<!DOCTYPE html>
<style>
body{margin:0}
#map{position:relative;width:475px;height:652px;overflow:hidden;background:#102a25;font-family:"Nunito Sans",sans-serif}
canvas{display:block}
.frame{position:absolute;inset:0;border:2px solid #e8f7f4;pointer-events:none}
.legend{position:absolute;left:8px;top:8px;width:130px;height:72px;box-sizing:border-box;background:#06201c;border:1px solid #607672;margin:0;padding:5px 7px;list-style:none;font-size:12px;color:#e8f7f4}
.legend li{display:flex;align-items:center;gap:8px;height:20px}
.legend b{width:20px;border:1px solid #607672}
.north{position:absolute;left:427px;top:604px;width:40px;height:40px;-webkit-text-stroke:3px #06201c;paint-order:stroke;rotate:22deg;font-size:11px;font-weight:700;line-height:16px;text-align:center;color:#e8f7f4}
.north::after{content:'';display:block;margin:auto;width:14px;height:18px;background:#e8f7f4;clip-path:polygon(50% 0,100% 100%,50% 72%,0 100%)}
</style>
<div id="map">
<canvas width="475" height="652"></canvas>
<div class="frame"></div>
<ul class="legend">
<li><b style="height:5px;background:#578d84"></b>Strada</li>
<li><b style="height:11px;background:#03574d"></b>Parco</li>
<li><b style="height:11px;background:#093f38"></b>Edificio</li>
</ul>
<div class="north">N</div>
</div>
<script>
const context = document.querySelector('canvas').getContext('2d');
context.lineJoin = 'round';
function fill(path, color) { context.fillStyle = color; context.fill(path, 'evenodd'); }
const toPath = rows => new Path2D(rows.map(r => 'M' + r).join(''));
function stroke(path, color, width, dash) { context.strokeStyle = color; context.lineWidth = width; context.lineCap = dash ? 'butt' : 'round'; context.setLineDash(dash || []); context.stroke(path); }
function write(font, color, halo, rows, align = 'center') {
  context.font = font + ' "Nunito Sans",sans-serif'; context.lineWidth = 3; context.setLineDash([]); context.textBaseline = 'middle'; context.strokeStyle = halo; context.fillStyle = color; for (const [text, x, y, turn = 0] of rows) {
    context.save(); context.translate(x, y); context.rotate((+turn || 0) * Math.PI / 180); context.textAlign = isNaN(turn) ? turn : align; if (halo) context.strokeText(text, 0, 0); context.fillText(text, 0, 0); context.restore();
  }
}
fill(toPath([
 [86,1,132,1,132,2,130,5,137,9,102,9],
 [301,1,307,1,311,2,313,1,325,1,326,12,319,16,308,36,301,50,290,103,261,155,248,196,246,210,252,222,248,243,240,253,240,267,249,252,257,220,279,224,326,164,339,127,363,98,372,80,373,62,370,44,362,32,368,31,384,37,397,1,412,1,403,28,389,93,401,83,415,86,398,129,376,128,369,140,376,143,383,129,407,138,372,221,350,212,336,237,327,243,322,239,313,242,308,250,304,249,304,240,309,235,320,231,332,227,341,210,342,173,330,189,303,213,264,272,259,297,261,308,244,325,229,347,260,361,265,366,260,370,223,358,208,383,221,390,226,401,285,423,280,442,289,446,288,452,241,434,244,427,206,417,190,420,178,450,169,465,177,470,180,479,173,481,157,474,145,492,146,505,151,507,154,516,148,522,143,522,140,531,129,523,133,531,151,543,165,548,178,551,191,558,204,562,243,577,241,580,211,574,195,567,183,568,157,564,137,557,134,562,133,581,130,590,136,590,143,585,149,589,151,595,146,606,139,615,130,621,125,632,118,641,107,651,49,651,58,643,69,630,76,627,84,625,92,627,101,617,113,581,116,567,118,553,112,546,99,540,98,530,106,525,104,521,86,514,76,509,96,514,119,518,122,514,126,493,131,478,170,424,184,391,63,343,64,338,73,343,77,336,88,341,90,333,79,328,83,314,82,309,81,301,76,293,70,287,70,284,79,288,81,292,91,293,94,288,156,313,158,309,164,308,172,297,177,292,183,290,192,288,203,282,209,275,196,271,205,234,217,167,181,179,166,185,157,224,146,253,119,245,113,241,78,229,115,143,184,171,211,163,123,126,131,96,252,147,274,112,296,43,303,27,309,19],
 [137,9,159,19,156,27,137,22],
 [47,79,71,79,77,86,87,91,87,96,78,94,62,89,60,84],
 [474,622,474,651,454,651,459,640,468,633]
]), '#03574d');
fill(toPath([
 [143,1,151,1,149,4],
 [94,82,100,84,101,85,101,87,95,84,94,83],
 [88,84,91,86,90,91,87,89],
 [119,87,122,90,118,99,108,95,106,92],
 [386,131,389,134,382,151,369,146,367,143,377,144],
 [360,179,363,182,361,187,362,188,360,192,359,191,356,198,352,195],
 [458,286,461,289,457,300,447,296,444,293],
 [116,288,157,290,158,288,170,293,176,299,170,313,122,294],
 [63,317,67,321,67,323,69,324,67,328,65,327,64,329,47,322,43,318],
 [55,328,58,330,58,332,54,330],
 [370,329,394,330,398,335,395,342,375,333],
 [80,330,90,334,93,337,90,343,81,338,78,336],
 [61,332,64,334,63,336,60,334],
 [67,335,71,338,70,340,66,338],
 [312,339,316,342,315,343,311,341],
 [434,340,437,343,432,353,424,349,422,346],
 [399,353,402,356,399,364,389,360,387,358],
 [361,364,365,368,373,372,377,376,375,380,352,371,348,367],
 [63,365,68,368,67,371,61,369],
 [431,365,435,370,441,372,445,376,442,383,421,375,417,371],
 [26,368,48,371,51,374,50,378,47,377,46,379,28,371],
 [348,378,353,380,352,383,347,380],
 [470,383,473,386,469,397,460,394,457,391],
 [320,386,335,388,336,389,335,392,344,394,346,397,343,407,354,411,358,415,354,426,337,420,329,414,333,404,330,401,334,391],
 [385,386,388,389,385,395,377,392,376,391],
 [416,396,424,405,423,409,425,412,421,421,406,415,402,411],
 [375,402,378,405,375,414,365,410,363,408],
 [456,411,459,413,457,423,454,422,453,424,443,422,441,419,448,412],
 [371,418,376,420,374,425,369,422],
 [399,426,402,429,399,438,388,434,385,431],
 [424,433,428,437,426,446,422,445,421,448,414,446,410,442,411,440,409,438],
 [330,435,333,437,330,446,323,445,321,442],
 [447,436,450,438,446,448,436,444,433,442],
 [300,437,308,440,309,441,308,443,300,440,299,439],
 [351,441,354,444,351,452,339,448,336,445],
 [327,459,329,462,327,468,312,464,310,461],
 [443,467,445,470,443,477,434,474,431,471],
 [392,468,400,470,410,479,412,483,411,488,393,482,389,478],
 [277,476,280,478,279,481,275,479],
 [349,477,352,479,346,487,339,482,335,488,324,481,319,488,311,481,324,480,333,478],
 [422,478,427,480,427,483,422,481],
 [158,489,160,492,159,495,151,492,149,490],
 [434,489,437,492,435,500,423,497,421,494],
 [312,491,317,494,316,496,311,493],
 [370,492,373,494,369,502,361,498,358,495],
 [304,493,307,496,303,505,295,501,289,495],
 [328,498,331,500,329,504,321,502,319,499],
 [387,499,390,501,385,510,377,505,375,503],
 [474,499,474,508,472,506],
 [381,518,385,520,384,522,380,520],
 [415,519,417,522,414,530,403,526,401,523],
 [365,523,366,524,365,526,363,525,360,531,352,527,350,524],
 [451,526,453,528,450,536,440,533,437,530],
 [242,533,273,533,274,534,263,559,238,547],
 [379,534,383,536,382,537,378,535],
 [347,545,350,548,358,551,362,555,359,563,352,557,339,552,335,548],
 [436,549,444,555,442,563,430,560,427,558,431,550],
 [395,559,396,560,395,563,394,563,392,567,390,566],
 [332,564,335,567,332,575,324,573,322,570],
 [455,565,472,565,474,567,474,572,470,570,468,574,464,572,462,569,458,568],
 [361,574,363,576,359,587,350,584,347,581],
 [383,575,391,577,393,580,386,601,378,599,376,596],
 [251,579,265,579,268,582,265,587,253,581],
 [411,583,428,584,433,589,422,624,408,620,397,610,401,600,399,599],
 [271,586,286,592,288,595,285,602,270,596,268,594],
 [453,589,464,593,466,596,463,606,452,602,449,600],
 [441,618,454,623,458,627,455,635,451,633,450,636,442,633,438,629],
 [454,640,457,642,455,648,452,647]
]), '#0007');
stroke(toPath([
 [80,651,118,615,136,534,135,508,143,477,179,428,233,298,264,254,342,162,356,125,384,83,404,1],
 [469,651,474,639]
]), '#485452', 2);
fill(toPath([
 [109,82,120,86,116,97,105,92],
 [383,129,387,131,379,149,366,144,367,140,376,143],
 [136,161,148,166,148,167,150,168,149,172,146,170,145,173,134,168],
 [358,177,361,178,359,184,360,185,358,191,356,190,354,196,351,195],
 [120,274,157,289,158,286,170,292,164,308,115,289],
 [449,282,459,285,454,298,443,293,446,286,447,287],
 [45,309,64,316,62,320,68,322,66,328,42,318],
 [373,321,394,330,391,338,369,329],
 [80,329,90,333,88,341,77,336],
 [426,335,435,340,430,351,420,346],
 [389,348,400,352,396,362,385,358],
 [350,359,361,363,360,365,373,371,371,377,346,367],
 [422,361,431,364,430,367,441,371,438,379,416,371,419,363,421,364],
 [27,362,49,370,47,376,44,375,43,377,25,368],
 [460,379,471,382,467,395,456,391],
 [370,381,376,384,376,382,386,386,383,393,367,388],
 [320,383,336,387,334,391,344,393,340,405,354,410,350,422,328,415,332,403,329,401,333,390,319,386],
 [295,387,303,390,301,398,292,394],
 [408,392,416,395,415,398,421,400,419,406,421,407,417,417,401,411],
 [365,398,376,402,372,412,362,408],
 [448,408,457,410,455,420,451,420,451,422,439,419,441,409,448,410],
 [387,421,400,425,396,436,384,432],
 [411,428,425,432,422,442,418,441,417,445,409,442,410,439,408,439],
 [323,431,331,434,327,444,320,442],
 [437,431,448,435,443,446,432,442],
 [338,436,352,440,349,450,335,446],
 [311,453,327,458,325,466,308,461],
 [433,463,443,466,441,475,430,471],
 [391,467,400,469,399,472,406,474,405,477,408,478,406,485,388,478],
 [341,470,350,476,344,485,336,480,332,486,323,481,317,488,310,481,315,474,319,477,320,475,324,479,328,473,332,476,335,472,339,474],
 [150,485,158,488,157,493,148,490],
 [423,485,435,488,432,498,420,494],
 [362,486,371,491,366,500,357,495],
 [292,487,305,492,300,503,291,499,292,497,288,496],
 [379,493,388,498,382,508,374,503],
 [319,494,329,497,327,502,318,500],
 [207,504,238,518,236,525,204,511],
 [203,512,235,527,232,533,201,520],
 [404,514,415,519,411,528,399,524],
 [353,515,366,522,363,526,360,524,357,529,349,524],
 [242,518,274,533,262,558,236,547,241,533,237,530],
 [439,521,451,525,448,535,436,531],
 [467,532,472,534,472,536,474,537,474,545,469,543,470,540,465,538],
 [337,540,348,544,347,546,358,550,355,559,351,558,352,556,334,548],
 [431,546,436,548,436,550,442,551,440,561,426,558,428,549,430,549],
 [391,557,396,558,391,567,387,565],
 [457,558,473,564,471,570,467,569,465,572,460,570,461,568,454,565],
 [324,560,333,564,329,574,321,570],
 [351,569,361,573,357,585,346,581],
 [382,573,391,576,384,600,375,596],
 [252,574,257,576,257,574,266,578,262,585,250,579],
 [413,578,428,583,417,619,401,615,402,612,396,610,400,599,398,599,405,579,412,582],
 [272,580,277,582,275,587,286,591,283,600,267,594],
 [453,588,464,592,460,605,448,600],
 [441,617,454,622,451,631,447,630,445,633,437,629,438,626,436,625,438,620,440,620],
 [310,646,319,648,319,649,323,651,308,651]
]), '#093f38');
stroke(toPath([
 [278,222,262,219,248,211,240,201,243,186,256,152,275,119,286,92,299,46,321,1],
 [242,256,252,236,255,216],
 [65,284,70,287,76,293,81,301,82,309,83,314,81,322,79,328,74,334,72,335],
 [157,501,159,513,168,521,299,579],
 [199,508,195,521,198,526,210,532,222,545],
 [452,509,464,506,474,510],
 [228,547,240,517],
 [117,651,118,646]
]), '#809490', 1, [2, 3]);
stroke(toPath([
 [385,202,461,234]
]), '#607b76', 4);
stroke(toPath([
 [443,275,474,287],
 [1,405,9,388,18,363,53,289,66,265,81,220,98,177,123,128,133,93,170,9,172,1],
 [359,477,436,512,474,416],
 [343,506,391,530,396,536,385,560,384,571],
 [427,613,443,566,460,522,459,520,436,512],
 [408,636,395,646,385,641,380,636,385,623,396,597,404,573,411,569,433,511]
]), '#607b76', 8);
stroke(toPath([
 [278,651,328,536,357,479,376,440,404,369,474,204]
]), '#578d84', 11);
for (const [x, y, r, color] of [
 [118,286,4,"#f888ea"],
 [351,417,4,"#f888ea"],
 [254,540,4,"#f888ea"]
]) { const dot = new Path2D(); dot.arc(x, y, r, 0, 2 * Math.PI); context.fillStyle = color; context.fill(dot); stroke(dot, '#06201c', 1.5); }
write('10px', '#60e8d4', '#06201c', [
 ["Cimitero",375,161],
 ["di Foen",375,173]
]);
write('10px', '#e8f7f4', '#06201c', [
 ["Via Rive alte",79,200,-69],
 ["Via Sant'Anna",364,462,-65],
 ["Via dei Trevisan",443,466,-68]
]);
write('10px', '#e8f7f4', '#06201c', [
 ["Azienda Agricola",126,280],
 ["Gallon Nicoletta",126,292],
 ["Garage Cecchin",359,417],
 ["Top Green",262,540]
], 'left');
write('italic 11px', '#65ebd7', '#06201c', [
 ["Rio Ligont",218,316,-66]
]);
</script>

:: Required action ::
Taking the listing above as the source, transcribe only the lines starting at the line with "const toPath = rows" and going through the line with "function stroke(path, color, width, dash)", unaltered and with both ends included.

:: Expected output ::
const toPath = rows => new Path2D(rows.map(r => 'M' + r).join(''));
function stroke(path, color, width, dash) { context.strokeStyle = color; context.lineWidth = width; context.lineCap = dash ? 'butt' : 'round'; context.setLineDash(dash || []); context.stroke(path); }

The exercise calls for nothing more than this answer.